Engmann Gideon Mensah, Han Dong
School of Mathematical Sciences, Shanghai Jiao Tong University, Shanghai, People's Republic of China.
Department of Statistics, C. K. Tedam University of Technology and Applied Sciences, Navrongo, Ghana.
J Appl Stat. 2021 Jan 12;49(6):1540-1558. doi: 10.1080/02664763.2020.1870670. eCollection 2022.

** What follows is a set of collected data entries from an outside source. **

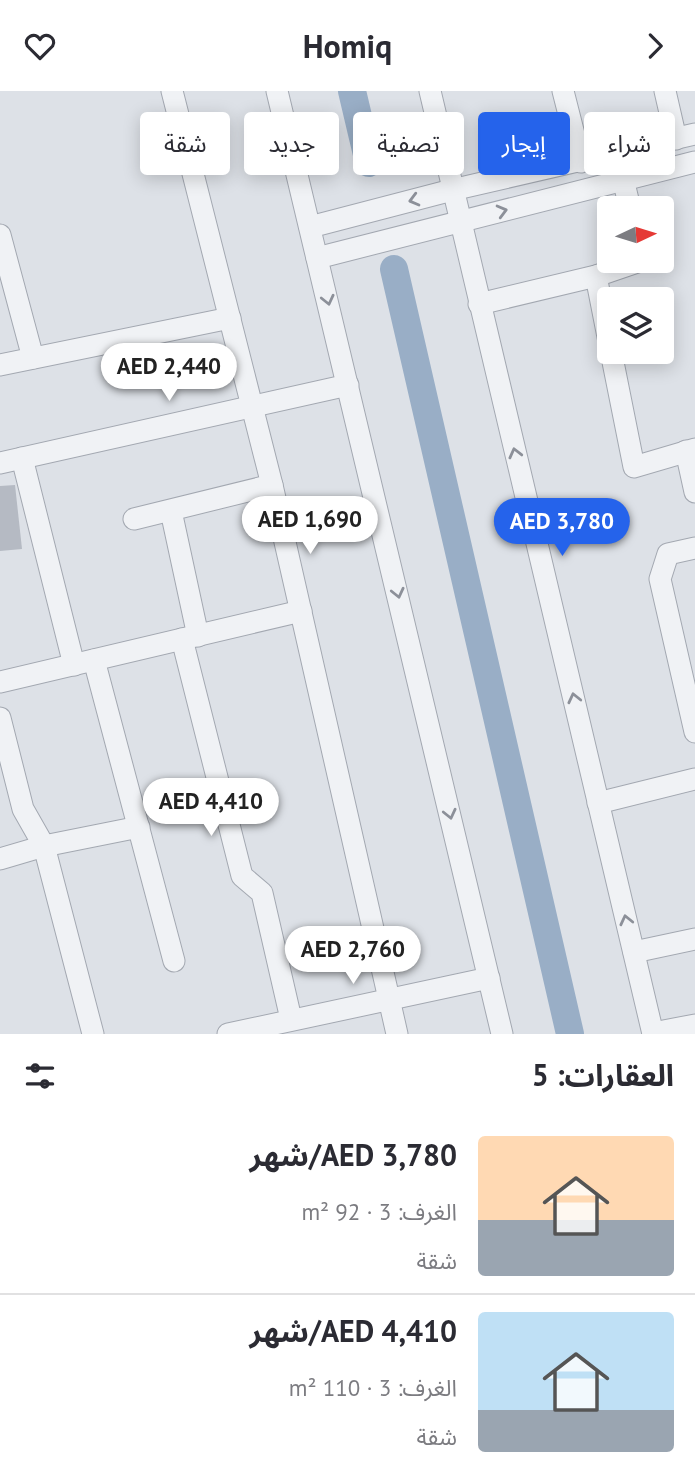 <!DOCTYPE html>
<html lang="ar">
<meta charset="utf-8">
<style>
body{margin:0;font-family:"PT Sans","Noto Sans Arabic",sans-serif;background:#f7f7f7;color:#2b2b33;direction:rtl;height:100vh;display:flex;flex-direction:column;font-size:26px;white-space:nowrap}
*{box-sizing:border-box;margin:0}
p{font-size:23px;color:#7c7c81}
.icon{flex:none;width:38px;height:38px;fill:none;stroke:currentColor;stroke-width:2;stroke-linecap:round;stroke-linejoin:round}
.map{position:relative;height:943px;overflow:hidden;direction:ltr}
.sheet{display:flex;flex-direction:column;background:#fff;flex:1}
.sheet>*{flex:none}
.hud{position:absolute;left:21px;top:21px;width:654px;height:63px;direction:rtl;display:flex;gap:14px}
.needle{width:46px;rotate:86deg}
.fabs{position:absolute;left:597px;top:105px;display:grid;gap:14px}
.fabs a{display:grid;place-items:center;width:77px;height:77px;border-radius:7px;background:#fff;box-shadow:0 4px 18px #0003;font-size:35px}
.price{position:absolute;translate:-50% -60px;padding:0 16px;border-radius:24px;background:#fff;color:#222;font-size:23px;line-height:46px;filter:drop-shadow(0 2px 4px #0008)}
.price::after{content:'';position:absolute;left:50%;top:42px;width:21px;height:16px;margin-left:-10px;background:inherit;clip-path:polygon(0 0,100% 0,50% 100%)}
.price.selected{background:#2563eb;color:#fff}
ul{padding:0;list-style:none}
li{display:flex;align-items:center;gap:21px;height:175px;padding:0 21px}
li+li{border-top:2px solid #e1e1e2}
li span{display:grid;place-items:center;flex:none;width:196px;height:140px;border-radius:7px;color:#555}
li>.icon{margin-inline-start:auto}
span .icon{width:84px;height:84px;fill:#fffc;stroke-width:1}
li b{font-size:30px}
h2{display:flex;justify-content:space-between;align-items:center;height:84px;padding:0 21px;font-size:30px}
.chip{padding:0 24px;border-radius:7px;background:#fff;box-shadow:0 4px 18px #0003;font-size:24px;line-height:63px}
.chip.selected{background:#2563eb;color:#fff}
header{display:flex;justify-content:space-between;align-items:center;height:91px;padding:0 21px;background:#fff;font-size:32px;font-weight:700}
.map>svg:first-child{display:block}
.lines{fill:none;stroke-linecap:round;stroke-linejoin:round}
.river{stroke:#99aec6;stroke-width:28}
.building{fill:#b5bac3}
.minor-casing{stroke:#a3a8b1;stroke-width:23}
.minor{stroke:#f0f2f5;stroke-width:21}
.oneway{stroke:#8c9099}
</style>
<header><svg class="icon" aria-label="forward" viewBox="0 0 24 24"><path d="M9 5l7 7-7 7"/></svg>Homiq<svg class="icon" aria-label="heart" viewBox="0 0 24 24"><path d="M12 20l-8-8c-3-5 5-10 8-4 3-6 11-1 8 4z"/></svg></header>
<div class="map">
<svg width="695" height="943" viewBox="0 0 695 943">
<rect width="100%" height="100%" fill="#dde1e7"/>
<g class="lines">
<g class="river">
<path d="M352 0 369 72"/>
<path d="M394 178 570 943"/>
</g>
</g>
<path class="building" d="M15 394 22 458 0 460V395Z"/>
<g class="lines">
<defs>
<g id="minor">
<path d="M172 0 272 394 397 943"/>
<path d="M277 0 502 943"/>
<path d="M430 0 653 943"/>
<path d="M563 0 581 71"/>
<path d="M665 0 676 48"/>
<path d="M623 88 630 117"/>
<path d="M310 136 452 99 695 43"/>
<path d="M0 144 33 267"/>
<path d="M317 167 695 71"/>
<path d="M596 185 609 251"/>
<path d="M479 213 596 185 640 170"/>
<path d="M611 261 634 376 695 358"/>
<path d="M0 274 230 227"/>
<path d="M686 360 695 401"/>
<path d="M22 367 74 574"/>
<path d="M0 372 348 294"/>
<path d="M171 420 198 545"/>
<path d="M134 428 272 394"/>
<path d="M695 457 668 463 660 488 695 641"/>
<path d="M182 548 242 785 262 802 291 928"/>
<path d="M94 569 174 870"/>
<path d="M0 591 301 520"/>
<path d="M0 627 23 718 44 755 93 943"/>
<path d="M598 712 695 688"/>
<path d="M0 768 44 755 139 736"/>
<path d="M634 861 695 848"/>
<path d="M653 942 695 934"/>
<path d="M228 943 489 887"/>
</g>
</defs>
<use href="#minor" class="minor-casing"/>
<use href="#minor" class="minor"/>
</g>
<defs><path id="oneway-chevron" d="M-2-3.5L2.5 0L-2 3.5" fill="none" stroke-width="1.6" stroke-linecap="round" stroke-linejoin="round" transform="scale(1.75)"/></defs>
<g class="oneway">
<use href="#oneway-chevron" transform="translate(414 109) rotate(165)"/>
<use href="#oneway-chevron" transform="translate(502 120) rotate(-15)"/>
<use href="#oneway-chevron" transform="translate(328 209) rotate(77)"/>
<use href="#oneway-chevron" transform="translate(515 362) rotate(-104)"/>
<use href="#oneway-chevron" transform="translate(398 502) rotate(77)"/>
<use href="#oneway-chevron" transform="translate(574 607) rotate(-103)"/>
<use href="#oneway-chevron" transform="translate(450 723) rotate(77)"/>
<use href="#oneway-chevron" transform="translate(626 829) rotate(-103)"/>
</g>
</svg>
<div class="fabs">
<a><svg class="needle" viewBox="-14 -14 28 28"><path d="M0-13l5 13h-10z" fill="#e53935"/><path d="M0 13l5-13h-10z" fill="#7c7c81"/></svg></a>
<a><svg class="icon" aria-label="layers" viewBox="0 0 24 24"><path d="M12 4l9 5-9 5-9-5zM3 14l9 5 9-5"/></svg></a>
</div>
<b class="price" style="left:169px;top:312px">AED 2,440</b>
<b class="price" style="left:310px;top:465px">AED 1,690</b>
<b class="price selected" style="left:562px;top:467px">AED 3,780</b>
<b class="price" style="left:211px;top:747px">AED 4,410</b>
<b class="price" style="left:353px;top:895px">AED 2,760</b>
<div class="hud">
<a class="chip">شراء</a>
<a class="chip selected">إيجار</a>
<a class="chip">تصفية</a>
<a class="chip">جديد</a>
<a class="chip">شقة</a>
</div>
</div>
<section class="sheet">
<h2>العقارات: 5<svg class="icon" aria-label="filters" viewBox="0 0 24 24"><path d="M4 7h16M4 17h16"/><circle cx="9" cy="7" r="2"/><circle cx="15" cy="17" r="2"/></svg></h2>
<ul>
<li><span style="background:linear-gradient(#ffd9b3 60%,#9aa5b1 0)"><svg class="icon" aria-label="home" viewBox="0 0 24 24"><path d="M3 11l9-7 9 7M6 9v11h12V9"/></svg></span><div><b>AED 3,780/شهر</b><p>الغرف: 3 · 92 m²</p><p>شقة</p></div></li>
<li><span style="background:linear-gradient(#bfe0f5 70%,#9aa5b1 0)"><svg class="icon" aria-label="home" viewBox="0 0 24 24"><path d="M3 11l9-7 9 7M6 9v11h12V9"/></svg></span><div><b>AED 4,410/شهر</b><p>الغرف: 3 · 110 m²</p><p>شقة</p></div></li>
</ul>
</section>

This article considers the problem of jointly monitoring the mean and variance of a process by multi-chart schemes. Multi-chart is a combination of several single charts which detects changes in a process quickly. Asymptotic analyses and simulation studies show that the optimized CUSUM multi-chart has optimal performance than optimized EWMA multi-chart in jointly detecting mean and variance shifts in an normal observation. A real example that monitors the changes in IBM's stock returns (mean) and risks (variance) is used to demonstrate the performance of the above two multi-charts. The proposed method has been compared to a benchmark and it performed better.
本文考虑了通过多图方案联合监测过程均值和方差的问题。多图是几个单图的组合,能够快速检测过程中的变化。渐近分析和模拟研究表明,在正态观测中联合检测均值和方差变化时,优化后的累积和(CUSUM)多图比优化后的指数加权移动平均(EWMA)多图具有更优的性能。通过一个监测IBM股票收益(均值)和风险(方差)变化的实际例子来展示上述两种多图的性能。所提出的方法与一个基准进行了比较,且表现更优。